### Your task
Check each line of the entries below for the word "shaded", then report how many have it, with no other words.

### Data provided
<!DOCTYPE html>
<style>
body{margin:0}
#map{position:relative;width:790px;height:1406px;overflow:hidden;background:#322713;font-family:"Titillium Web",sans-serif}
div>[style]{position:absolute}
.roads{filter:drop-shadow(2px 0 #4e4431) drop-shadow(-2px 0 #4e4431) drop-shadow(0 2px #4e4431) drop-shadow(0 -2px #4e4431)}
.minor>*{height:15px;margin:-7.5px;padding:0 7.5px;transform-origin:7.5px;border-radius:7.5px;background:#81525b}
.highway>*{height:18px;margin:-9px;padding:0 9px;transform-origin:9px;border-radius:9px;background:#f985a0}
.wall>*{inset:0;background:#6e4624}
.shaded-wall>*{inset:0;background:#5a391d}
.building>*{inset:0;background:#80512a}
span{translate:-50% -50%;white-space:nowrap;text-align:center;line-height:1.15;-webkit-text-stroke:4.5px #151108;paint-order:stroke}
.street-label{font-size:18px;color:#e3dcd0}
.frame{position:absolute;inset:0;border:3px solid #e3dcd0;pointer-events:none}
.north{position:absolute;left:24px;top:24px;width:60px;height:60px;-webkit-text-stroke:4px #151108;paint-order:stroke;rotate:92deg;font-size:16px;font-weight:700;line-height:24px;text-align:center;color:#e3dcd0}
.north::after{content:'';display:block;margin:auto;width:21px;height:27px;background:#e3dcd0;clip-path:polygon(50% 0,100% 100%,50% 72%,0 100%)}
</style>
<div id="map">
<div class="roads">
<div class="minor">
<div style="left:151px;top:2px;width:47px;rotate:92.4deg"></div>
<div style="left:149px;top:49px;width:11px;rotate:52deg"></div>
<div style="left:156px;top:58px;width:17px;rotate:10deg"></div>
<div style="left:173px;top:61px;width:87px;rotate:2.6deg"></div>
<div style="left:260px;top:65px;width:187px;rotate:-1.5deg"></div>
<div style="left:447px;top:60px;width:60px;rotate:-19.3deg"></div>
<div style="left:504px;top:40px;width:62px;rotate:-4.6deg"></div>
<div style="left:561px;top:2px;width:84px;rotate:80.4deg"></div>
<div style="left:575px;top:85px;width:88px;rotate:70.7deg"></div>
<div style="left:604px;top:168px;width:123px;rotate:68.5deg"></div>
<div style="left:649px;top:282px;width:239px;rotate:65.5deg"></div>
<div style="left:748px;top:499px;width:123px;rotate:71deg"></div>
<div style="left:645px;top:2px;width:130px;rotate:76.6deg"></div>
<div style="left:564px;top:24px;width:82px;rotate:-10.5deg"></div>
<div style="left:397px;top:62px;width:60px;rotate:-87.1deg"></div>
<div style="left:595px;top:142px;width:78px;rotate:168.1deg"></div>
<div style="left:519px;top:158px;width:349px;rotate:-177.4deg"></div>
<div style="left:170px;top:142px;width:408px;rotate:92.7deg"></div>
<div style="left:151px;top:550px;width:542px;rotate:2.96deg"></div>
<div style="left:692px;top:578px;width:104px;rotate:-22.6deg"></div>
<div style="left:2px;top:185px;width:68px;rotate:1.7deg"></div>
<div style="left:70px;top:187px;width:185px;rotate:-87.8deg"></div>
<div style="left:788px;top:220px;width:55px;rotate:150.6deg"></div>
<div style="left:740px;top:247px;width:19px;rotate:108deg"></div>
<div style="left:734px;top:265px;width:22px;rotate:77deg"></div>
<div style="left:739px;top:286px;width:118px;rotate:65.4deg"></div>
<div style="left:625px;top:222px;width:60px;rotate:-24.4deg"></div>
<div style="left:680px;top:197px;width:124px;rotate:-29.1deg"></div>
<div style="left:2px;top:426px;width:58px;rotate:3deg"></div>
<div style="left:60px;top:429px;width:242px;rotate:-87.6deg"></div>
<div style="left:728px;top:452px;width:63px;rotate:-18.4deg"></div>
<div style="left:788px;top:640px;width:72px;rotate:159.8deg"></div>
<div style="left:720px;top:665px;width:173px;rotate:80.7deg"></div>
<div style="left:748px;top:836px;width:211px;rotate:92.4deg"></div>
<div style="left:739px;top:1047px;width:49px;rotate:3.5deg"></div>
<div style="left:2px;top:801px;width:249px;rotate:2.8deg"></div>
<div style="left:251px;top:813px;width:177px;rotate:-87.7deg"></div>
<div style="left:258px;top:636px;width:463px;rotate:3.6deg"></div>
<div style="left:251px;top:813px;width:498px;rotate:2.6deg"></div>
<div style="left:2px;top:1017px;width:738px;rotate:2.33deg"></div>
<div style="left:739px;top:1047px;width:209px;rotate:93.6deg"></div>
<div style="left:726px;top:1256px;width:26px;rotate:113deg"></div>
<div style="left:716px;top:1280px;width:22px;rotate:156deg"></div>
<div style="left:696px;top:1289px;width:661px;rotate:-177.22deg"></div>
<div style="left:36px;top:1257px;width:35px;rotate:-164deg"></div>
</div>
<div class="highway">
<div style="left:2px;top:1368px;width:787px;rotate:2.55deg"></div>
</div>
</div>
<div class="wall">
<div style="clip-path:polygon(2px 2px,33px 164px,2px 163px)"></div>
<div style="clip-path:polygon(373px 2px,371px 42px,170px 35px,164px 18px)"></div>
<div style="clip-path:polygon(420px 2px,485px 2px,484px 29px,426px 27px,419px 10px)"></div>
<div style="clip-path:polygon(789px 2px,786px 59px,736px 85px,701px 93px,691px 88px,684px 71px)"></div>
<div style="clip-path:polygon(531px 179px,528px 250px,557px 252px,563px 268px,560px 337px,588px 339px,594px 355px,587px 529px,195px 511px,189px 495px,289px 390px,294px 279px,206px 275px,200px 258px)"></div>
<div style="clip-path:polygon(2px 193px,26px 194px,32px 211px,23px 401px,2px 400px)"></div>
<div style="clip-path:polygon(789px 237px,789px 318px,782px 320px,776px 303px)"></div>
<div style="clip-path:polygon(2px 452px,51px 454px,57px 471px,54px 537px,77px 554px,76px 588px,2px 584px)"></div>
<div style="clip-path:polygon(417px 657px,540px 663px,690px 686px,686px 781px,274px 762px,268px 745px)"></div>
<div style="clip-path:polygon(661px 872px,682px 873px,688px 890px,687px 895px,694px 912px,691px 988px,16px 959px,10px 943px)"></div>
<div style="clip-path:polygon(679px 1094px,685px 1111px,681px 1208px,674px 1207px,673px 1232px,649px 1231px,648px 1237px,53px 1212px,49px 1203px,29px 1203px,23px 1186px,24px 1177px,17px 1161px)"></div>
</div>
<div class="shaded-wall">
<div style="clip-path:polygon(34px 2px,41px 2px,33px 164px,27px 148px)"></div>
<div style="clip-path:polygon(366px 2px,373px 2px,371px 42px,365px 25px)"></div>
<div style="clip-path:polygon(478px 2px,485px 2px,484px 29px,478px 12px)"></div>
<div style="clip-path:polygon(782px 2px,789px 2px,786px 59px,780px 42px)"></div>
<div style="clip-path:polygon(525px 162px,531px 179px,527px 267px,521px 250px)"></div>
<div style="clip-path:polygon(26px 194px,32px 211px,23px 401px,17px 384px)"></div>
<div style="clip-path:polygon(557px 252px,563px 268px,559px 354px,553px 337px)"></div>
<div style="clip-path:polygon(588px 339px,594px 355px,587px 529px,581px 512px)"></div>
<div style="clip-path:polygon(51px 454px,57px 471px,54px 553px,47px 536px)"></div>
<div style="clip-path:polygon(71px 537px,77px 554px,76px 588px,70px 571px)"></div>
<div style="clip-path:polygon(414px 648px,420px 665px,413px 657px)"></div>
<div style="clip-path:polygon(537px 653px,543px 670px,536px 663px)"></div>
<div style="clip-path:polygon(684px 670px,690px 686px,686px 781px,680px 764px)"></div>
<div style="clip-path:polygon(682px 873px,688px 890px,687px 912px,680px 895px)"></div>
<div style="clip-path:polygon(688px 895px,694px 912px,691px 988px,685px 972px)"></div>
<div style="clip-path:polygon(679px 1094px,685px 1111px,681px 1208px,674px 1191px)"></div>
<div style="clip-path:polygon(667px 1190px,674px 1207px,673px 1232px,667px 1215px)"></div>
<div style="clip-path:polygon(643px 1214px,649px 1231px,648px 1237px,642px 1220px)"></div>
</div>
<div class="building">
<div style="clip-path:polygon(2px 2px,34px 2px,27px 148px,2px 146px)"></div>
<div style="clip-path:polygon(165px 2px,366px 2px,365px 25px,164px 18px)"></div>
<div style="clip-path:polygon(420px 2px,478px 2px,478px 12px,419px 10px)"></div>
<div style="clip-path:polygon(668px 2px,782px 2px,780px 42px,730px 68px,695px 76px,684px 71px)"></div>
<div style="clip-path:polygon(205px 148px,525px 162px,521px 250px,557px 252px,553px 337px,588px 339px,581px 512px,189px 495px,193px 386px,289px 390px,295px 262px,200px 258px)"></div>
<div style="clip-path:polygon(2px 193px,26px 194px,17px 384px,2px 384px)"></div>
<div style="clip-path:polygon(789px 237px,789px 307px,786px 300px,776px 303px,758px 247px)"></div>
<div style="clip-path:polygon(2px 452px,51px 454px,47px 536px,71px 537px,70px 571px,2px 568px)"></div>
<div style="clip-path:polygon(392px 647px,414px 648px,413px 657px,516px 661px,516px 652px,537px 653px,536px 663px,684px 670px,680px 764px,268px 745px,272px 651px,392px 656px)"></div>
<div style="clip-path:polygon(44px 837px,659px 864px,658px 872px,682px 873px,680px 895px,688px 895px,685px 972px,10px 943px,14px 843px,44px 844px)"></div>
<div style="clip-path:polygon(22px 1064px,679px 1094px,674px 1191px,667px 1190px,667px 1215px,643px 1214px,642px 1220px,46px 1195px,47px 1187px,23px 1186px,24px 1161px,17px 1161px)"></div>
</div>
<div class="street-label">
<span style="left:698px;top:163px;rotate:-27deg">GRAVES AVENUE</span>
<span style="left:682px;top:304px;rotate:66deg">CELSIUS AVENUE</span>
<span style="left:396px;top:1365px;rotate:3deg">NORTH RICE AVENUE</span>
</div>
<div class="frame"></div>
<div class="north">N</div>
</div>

### Answer section
2